Daydreaming at work is inevitable every once in a while, but once it becomes a habit, a wandering mind could greatly hinder your productivity. Fortunately, there are several things you can try to improve focus and potentially get tasks done faster.
Don’t Check E-mail so Often
With a few exceptions, most people probably only check their physical mailboxes a couple times a day, or maybe just once. However, it’s common for office dwellers to open their e-mail inboxes far more frequently, such as several times per hour.
A British Columbian study found checking e-mail encourages people to engage in multitasking, which may make it harder for them to get things done. Furthermore, researchers realized an inbox can act as a to-do list that never seems to end. Just prior to checking for new messages, you could theoretically feel anxious, wondering who’s waiting for you to take action via e-mail requests.
Some people also have trouble with their minds wandering when they aren’t clear enough about their availability.
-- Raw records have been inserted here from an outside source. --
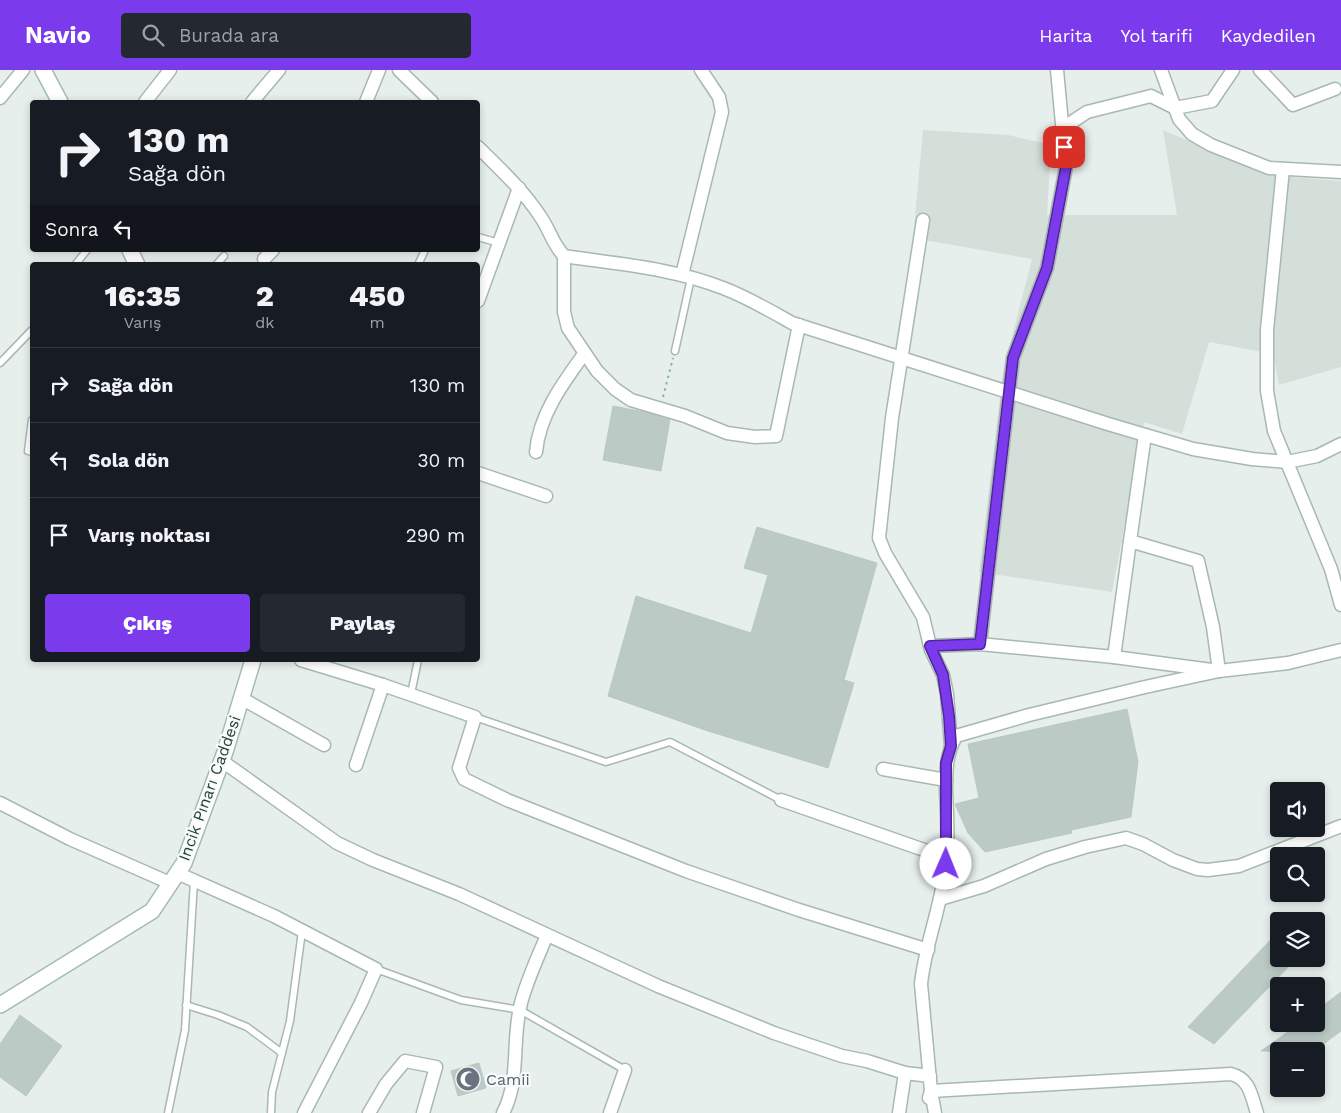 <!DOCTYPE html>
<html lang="tr">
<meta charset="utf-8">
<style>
body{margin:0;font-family:"Work Sans",sans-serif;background:#242831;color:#f1f3f6;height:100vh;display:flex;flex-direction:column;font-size:19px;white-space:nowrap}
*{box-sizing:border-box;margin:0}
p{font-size:16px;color:#9ea1a6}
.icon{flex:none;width:28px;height:28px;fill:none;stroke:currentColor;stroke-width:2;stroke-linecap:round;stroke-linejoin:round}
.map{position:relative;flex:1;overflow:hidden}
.details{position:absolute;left:30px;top:192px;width:450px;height:400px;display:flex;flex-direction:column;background:#171b24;border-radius:5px;box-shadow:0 2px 8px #0003}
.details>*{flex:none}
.top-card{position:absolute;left:30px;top:30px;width:450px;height:152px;border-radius:5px;box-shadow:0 2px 8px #0003;background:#171b24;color:#f1f3f6;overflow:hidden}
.buttons{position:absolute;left:1270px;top:712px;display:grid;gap:10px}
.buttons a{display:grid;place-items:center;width:55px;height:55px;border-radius:5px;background:#171b24;box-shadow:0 2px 8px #0003;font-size:25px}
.pin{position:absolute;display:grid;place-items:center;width:42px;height:42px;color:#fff;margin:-21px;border-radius:10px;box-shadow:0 2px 8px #0006}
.me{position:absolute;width:55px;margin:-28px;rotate:1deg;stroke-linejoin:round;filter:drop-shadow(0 0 4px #0008)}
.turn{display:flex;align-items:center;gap:18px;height:105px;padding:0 15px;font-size:22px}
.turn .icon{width:65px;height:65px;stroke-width:2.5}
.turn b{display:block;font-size:35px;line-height:42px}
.then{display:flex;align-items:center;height:48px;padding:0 15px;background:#0003;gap:10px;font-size:19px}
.eta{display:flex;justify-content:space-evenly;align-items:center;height:85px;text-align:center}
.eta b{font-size:30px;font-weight:800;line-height:35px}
.button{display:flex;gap:10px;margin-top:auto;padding:10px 15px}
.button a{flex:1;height:58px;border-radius:5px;background:#7c3aed;color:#fff;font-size:20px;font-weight:800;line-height:58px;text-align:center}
.button a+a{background:#242831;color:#f1f3f6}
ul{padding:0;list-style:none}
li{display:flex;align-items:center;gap:15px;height:75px;padding:0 15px;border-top:1px solid #363941}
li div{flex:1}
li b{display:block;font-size:19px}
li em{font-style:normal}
header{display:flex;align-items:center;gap:30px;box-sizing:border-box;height:70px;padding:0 25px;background:#7c3aed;color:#fff}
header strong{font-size:24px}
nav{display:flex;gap:28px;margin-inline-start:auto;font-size:18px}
.search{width:350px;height:45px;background:#242831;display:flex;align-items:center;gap:12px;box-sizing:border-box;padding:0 18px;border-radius:5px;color:#9ea1a6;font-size:19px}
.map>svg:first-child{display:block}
.built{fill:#d4dfda}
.building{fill:#bbcac4;stroke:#b8c9c2}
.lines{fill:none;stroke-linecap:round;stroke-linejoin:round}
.lane-casing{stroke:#a8b8b2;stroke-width:9}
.street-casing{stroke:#a8b8b2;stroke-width:15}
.secondary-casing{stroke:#a4bbb3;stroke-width:18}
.path{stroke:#86b3a5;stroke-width:2;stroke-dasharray:2.5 4;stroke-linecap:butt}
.lane{stroke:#fff;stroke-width:6}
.street{stroke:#fff;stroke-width:12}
.secondary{stroke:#fff;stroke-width:15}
.route-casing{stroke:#51269a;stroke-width:12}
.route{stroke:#7c3aed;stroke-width:9}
.labels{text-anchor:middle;stroke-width:4.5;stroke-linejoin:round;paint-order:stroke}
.street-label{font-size:16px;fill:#24423a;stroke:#f7fbf9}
.worship-label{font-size:16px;fill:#5b616d;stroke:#f7fbf9;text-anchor:start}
</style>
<header>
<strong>Navio</strong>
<div class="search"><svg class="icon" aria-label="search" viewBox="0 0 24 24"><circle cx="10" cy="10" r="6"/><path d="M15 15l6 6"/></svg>Burada ara</div>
<nav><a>Harita</a><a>Yol tarifi</a><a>Kaydedilen</a></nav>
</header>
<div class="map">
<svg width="1341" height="1043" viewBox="0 0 1341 1043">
<rect width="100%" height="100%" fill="#e6efeb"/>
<path class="built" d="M923,60L1008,65L1051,75L1047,145H1177L1163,60L1268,105L1341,111V297L1279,315L1273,284L1209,272L1182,364L1144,352L1112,522L979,502L1003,302L1032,189L913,168Z"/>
<g class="building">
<path d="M613,336L644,342L670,350L661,401L603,390Z"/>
<path d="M757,457L877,493L844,610L854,613L828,698L708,661L608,626L636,526L751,563L768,505L744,498Z"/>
<path d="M1127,639L1138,692L1131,747L1071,760L1072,763L985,782L968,763L955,734L979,728L968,674Z"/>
<path d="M1279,861V889H1296L1214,974L1188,957Z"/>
<path d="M1341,922V961L1314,981H1279V994L1269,981H1261L1299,954H1316V941Z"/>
<path d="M20,945L62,976L26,1026L0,1007V974Z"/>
<path d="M479,993L486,1018L458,1026L451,1001Z"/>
</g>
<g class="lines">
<defs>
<g id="lane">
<path d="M478,167L499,173"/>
<path d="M75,195L87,180"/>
<path d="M216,195L224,186"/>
<path d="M418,195L425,180"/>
<path d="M675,281L691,208"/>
<path d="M0,293L32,260"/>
<path d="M32,350L28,381L32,382"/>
<path d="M411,624L418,590"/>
<path d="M475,647L606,692L670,672L781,730"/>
<path d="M376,899L461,930L520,940L625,1000"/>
<path d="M186,935L218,945L247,957L282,983"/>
<path d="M168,1043L185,960L194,811"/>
<path d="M271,1043L272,1022L290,951L302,861"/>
</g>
<g id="street">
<path d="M399,0L432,32"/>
<path d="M1161,0L1179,49L1192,64L1211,75L1269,98L1341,102"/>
<path d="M1260,0L1293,35L1335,19"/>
<path d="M0,28L23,0"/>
<path d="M145,32L170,0"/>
<path d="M252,32L279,0"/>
<path d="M366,32L379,0"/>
<path d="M1063,58L1087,42L1151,26L1175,38L1212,31L1233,0"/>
<path d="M478,77C500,99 523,120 540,146C550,160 552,173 564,186C617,194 673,198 723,218C747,227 769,240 792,253L1108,354L1193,379L1252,389L1287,392L1317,386L1341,374"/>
<path d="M1283,99L1267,260V321L1274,361L1331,499L1341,535"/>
<path d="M923,150L892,348L879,468L885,483L923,547L931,580L943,605L947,624L951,676"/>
<path d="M564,186V242L568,258L597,301L615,319L631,330L685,346L727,363L755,367L776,366L799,255"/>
<path d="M264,189L273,180"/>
<path d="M682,205L722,42L719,27L701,0"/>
<path d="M478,231L519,118"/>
<path d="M536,382C539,345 563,313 584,284"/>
<path d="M478,403L546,426"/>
<path d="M980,574L1013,288L1047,198L1066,97L1057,0"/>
<path d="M930,576L980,574L1114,587L1219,601L1213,557L1198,491L1130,471L1145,365"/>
<path d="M1114,587L1130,471"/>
<path d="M301,590L383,615L475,647L459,698L464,709L507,730L686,801L799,840L928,880"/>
<path d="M241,628L324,675"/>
<path d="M222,691L337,773L373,790L459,824L658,916L774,963L842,986L867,991L905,1003L930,1006"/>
<path d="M356,695L383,615"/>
<path d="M883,699L946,710"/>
<path d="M781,730L927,781L946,794"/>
<path d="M0,733L70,769L170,813"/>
<path d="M177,803L274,846L376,899L361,933L304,1043"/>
<path d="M940,829L984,816L1046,789L1085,777L1126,768L1143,774L1173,790L1197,799L1208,800L1239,796L1341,756"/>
<path d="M929,1028L931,1021L1231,1004C1250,1009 1251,1025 1257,1043"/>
<path d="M369,1043L386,1014L405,991L436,997L423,1043"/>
<path d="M503,1043C521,1008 511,971 521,933C527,910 538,887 547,865"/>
<path d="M610,1043L625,1000"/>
<path d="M899,1043L905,1003"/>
<path d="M935,1043L931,1021L921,914C925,874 942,835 946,794C949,771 947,745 946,721C946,701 946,684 956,666L1029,645L1145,617L1219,601L1288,593L1341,580"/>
</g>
<g id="secondary">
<path d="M43,0L60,32"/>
<path d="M130,180L137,195"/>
<path d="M0,935L152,841L184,793L225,682L253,590"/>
</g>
</defs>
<use href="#lane" class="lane-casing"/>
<use href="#street" class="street-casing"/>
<use href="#secondary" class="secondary-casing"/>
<path class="path" d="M663,327L673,288"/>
<use href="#lane" class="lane"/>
<use href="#street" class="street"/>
<use href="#secondary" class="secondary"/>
</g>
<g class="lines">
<defs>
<path id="route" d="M946,794V693L951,676L949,646L943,605L930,576L980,574L1013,288L1047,198L1066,97L1064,77"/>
</defs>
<use href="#route" class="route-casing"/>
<use href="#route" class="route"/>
</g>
<defs>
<symbol id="mosque-disc" viewBox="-11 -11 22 22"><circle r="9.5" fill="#6b7280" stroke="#f7fbf9"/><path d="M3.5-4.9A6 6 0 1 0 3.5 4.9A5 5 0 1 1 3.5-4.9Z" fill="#fff"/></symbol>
</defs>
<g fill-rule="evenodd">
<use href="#mosque-disc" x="454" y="995" width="28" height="28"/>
</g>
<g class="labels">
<g class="street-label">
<text transform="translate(209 718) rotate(-70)" y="6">Incik Pınarı Caddesi</text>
</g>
<g class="worship-label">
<text x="486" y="1015">Camii</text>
</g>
</g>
</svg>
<div class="buttons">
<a><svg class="icon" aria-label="sound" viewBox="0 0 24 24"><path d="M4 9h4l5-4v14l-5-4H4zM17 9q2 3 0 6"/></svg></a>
<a><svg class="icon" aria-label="search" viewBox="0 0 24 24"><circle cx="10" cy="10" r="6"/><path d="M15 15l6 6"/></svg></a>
<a><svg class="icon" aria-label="layers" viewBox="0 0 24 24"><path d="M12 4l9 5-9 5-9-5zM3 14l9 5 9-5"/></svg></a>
<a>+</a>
<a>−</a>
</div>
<div class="pin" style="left:1064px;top:77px;background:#d93025"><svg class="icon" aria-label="arrive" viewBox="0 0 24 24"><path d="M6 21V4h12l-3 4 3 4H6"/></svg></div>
<svg class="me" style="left:946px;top:794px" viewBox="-20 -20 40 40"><circle r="19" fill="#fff"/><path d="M0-13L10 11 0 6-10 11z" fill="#7c3aed"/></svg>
<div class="top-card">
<div class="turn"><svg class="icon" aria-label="right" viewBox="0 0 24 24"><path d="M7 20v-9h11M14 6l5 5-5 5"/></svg><div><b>130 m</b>Sağa dön</div></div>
<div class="then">Sonra<svg class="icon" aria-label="left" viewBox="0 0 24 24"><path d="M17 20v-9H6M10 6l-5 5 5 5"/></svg></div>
</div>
<section class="details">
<div class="eta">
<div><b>16:35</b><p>Varış</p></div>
<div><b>2</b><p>dk</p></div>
<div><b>450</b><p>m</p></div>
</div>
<ul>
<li><svg class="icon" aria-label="right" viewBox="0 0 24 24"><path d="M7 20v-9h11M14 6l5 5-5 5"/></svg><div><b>Sağa dön</b></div><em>130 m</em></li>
<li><svg class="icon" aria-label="left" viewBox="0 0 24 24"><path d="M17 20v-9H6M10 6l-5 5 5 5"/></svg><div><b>Sola dön</b></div><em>30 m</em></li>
<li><svg class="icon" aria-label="arrive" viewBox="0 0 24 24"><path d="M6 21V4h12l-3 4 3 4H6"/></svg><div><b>Varış noktası</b></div><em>290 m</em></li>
</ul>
<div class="button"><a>Çıkış</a><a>Paylaş</a></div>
</section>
</div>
For example, if you tell a colleague you’re tied up in a task for the next hour but can help them after that, there’s no need to worry they might start getting impatient and wondering when you’ll come to assist.
On the other hand, if you are vague and tell someone you’re available to help with something but don’t specify when, that could make you feel guilty about sticking to whatever responsibility you’re currently tackling. It also might make you spend more time being preoccupied about what the other person might be thinking than getting stuff done.
Stay Aware of What You’re Thinking
Some psychology experts consider procrastination as a form of daydreaming since daydreaming enables you to put off what you need to do. About 80 percent of students and 25 percent of adults admit to procrastination, so it’s certainly a common problem.
The next time you find yourself tempted to procrastinate, practice what’s known in psychology as meta awareness. That simply means being aware of what you’re thinking, so the daydreams you have — whether or not they’re related to things you’re putting off — don’t have a chance to take too much control.
When your mind starts to wander to a topic like what you’ll eat for dinner tonight or why your gym workout yesterday wasn’t as fruitful as expected, gently coax your thoughts back to the present. Ultimately, worrying too much about future or past concerns is often a waste of energy anyway.
Don’t Give Time to Distractions
This tip will take some time to master, but the more you can convince your mind not to tune into distractions, the easier it’ll be to prevent wandering thoughts. To start training yourself, try something that’s sometimes called “The Spider Technique.”
If you hold something that’s vibrating near a spider’s web and do it several times, the spider will repeatedly try to discover the source of the disturbance. Before long, though, it’ll stop responding to the new stimuli and just ignore it.
You can teach yourself to do the same thing. When you’re tempted to let your mind wander by focusing on the people chatting a few desks over or the ringing telephone to your left, tell yourself something short and empowering like, “Stay focused on your task,” and work hard to meet that demand.
If you’ve ever been shocked at the way some people seem immune to distractions while others find their time dominated by them, remember the secret to success is likely just diligent practice through concentration-improving techniques.
These suggestions won’t work overnight, but the first step to making improvements in concentration is to recognize a problem exists. Our technology-driven culture could cause attention to get diverted easier than ever. Luckily, the ideas above are refreshingly low tech.